Task instructions: Your answer must be an exact copy of the data, without any pictures.

· · · · ·

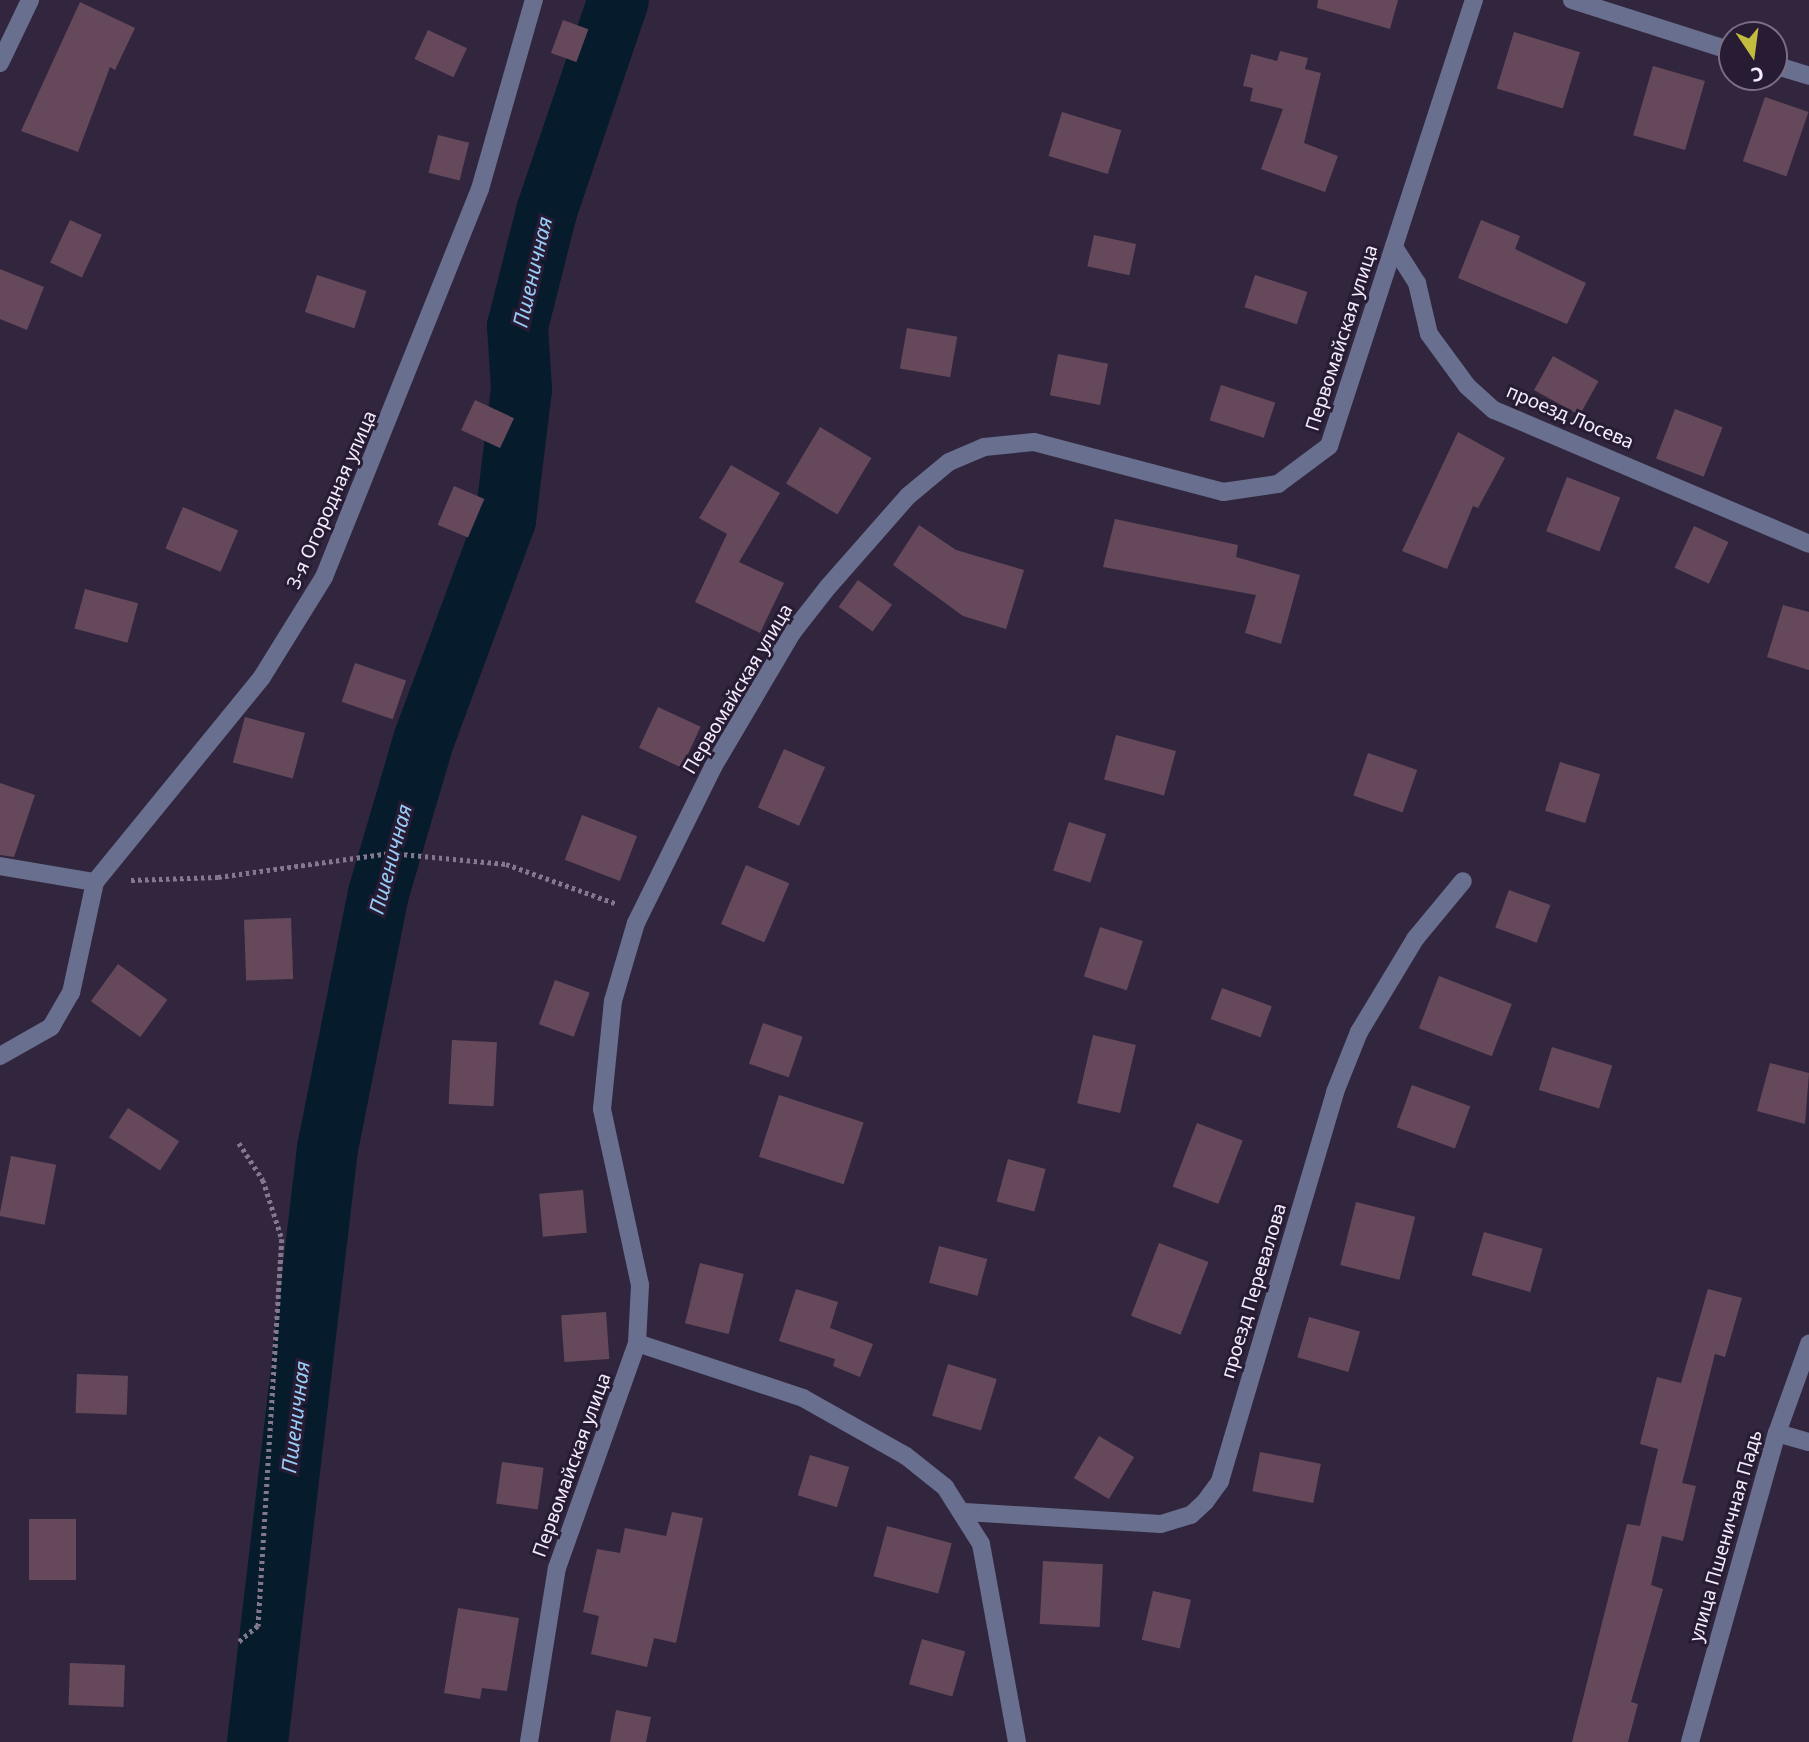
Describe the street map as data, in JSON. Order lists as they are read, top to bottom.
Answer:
{
  "streets": {
    "street": [
      "Первомайская улица",
      "проезд Лосева",
      "3-я Огородная улица",
      "проезд Перевалова",
      "улица Пшеничная Падь"
    ]
  },
  "crossings": [
    ["Первомайская улица", "проезд Лосева"]
  ],
  "water": ["Пшеничная"],
  "north": "bottom"
}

· · · · ·

Task result:
Describe the street map as data, in JSON. Order lists as they are read, top to bottom.
Answer:
{
  "streets": {
    "street": [
      "Первомайская улица",
      "проезд Лосева",
      "3-я Огородная улица",
      "проезд Перевалова",
      "улица Пшеничная Падь"
    ]
  },
  "crossings": [
    ["Первомайская улица", "проезд Лосева"]
  ],
  "water": ["Пшеничная"],
  "north": "bottom"
}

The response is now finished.